Record extracts:

======

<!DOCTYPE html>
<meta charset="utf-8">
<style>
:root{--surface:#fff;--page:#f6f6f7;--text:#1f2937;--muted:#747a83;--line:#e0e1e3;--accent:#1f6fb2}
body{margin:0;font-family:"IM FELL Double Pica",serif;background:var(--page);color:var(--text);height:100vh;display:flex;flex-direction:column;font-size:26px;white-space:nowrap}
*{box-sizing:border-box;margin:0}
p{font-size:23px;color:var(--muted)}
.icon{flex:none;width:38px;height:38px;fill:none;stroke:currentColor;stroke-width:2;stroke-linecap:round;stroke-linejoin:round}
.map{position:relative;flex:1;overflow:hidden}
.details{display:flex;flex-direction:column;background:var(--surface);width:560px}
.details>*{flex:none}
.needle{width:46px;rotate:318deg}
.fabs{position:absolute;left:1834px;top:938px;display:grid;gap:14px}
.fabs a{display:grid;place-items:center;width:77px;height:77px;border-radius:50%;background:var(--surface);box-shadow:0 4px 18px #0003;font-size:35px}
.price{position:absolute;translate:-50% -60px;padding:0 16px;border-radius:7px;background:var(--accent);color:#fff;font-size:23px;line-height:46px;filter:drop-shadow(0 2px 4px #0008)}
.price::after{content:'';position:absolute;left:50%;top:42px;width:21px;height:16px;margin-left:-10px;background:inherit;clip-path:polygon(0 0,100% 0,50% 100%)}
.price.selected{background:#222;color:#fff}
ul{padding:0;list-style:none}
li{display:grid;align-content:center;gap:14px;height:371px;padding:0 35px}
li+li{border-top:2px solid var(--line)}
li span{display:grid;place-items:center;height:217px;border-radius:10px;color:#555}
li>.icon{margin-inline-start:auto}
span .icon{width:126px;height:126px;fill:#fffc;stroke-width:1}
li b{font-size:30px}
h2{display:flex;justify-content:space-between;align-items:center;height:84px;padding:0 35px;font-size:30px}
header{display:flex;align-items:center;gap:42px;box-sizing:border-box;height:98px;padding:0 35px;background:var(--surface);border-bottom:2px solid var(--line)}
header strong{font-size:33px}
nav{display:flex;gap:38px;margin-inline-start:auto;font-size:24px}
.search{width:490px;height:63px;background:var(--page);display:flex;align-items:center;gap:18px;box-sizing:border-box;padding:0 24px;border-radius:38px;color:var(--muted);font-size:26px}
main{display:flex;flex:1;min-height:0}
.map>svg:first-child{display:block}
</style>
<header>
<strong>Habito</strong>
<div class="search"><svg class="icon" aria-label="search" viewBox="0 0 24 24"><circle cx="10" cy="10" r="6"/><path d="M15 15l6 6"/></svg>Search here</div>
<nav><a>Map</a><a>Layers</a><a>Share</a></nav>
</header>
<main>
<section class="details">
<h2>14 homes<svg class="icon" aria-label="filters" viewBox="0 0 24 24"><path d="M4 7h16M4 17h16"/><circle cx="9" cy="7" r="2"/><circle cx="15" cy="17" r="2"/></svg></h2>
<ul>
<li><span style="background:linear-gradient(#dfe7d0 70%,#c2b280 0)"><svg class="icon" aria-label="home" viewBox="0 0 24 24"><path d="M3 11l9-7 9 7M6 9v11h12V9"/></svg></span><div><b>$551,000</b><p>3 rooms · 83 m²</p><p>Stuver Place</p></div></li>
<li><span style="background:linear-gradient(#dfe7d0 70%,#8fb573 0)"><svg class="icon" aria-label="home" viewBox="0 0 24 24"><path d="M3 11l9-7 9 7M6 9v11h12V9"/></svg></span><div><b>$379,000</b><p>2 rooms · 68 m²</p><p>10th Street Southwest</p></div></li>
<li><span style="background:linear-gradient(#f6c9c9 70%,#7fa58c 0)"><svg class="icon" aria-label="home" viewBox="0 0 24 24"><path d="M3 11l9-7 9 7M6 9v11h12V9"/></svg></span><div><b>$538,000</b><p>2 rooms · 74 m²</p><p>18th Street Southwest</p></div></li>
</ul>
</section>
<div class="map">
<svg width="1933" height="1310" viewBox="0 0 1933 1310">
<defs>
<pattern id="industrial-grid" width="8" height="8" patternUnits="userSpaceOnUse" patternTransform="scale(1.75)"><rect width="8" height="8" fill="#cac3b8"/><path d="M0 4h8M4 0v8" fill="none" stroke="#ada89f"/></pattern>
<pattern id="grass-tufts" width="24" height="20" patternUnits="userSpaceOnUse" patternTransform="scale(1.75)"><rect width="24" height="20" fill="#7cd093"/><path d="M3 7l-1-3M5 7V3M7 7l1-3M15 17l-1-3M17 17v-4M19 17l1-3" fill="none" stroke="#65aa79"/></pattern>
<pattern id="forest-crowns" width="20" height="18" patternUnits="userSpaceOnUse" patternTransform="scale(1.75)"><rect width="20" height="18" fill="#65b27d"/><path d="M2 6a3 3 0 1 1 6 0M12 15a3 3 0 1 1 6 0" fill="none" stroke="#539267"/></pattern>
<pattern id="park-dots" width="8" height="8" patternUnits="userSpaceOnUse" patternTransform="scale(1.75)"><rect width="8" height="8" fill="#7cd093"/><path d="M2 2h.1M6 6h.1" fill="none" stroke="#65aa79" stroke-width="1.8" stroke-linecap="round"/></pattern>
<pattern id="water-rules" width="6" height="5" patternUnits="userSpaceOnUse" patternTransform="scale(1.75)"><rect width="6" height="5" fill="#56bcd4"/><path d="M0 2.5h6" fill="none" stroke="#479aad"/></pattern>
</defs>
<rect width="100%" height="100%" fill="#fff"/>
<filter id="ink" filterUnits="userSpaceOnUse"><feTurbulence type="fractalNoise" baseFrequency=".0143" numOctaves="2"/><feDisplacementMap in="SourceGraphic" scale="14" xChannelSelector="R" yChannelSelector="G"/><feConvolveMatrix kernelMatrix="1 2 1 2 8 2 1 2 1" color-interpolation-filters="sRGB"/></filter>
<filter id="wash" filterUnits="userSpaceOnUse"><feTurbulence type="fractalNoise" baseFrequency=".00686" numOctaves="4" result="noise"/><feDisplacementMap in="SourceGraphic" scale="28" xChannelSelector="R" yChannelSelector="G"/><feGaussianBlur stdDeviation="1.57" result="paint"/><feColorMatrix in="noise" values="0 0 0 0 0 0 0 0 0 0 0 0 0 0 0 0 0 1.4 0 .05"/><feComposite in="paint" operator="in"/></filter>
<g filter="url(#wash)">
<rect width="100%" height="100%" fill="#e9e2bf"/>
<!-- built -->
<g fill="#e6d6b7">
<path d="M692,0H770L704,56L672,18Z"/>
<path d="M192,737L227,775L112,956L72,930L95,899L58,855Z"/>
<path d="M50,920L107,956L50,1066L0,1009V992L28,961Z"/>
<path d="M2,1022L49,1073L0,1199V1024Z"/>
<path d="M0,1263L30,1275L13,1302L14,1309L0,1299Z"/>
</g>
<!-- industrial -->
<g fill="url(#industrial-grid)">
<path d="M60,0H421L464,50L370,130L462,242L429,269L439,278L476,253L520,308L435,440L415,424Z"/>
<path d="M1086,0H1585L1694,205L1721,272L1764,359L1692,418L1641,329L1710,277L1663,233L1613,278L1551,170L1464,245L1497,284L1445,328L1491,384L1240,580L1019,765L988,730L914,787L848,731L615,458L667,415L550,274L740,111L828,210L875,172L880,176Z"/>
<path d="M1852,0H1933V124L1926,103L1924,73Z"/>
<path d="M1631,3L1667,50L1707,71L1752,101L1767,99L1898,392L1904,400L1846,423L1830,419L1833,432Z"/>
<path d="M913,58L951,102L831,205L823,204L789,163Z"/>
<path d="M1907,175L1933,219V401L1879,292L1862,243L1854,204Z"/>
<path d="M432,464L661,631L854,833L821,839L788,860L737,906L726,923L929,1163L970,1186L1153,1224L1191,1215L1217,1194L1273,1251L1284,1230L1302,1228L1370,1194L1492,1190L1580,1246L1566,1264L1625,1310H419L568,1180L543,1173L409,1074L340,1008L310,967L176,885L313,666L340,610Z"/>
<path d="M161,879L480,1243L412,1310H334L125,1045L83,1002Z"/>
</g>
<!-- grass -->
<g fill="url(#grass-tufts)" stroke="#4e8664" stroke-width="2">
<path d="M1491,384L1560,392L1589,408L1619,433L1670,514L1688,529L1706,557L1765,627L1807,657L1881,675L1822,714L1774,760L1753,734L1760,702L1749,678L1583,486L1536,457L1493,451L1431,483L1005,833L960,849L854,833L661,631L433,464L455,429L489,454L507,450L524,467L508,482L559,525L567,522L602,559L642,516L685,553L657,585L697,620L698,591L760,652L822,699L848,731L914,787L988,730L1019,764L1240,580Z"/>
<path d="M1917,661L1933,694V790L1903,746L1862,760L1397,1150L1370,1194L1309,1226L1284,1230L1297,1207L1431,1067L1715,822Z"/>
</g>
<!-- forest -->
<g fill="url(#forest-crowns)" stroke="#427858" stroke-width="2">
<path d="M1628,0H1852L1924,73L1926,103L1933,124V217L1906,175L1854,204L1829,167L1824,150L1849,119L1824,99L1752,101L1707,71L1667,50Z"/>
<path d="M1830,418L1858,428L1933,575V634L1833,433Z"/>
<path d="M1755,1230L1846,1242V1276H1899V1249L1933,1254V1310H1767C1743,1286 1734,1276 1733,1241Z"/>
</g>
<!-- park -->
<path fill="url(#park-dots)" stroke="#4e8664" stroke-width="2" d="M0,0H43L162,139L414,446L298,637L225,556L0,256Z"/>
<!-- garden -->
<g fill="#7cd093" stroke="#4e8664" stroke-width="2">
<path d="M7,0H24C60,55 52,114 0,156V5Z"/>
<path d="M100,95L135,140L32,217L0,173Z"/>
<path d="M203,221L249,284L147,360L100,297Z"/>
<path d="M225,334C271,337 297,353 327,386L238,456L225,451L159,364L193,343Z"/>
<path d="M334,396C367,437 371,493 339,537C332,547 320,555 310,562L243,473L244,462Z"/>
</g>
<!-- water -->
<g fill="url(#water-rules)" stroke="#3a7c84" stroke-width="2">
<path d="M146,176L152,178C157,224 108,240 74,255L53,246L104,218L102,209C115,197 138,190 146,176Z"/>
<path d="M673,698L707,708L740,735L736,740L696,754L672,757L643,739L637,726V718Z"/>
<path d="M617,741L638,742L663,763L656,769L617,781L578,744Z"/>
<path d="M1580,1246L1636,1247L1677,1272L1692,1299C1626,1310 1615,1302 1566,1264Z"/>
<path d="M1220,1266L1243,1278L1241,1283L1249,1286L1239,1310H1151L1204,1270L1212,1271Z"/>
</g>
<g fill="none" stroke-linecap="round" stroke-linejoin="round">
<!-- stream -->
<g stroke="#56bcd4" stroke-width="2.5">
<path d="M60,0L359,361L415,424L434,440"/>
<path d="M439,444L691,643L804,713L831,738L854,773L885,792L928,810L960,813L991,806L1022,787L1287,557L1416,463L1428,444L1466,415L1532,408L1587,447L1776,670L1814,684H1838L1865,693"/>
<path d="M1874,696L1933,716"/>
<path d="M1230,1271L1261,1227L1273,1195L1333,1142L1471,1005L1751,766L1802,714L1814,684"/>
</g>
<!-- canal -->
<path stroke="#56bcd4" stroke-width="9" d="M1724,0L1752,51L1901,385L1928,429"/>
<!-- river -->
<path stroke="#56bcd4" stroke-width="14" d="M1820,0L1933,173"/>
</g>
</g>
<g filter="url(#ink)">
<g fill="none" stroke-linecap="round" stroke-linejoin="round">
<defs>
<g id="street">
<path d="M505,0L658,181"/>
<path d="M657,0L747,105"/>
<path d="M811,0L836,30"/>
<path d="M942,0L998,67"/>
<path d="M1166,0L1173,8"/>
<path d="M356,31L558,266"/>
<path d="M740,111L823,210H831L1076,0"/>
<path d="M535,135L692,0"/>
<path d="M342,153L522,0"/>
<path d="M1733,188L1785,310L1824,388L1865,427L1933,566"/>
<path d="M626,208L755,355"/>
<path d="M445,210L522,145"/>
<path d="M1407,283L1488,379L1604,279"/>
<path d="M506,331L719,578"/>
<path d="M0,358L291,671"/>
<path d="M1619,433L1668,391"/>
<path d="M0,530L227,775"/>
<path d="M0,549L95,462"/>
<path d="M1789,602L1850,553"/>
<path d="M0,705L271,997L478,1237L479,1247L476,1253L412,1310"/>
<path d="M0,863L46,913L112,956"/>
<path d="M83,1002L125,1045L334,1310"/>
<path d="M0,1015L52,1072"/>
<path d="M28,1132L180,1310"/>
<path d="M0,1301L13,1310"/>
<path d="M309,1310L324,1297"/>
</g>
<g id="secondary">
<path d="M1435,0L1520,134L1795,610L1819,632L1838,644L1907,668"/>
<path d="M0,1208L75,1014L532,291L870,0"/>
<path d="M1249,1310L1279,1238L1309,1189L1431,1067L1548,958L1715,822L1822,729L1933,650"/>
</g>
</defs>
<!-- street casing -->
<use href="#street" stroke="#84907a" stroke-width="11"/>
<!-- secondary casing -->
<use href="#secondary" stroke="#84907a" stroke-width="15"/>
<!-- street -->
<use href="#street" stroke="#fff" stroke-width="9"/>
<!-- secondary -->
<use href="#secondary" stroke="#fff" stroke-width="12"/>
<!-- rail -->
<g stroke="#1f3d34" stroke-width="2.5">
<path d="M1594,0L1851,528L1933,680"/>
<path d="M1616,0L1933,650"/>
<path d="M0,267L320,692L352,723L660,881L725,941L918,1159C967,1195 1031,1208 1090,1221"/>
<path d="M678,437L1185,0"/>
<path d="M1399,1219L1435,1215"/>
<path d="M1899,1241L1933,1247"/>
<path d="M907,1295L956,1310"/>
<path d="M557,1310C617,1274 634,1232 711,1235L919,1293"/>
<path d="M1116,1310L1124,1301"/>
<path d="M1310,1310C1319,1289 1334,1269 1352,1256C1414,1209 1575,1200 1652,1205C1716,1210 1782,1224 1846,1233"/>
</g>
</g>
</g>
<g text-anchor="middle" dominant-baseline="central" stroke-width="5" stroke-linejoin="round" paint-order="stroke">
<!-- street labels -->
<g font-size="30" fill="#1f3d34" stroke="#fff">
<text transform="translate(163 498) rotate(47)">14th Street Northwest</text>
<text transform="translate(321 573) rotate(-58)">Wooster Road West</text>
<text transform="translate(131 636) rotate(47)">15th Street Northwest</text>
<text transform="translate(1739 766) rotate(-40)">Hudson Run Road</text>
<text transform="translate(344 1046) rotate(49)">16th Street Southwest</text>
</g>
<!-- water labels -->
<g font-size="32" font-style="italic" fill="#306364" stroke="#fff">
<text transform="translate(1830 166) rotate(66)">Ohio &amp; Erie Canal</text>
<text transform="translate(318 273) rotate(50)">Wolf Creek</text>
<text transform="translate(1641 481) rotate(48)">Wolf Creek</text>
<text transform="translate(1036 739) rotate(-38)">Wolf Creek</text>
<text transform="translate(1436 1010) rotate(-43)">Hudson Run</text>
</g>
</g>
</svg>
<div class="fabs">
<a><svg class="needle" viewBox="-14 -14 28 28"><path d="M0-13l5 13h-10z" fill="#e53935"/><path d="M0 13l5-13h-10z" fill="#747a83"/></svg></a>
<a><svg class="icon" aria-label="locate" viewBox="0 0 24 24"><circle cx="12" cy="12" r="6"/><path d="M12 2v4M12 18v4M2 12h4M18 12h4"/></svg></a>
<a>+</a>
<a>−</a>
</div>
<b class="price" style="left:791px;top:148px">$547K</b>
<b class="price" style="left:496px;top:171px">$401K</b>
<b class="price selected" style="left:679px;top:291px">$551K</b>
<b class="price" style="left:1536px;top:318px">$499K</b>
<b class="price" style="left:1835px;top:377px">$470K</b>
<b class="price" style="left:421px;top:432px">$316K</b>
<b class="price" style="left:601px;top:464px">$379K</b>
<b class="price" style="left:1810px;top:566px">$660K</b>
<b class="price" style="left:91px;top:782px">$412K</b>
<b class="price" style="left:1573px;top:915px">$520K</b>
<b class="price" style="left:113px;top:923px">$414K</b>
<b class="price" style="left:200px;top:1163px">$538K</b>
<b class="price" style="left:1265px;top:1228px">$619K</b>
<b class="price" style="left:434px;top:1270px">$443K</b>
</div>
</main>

======

Your instructions:
The answer must be every line of the records above that holds the word "auto".

Worked solution:
li>.icon{margin-inline-start:auto}
nav{display:flex;gap:38px;margin-inline-start:auto;font-size:24px}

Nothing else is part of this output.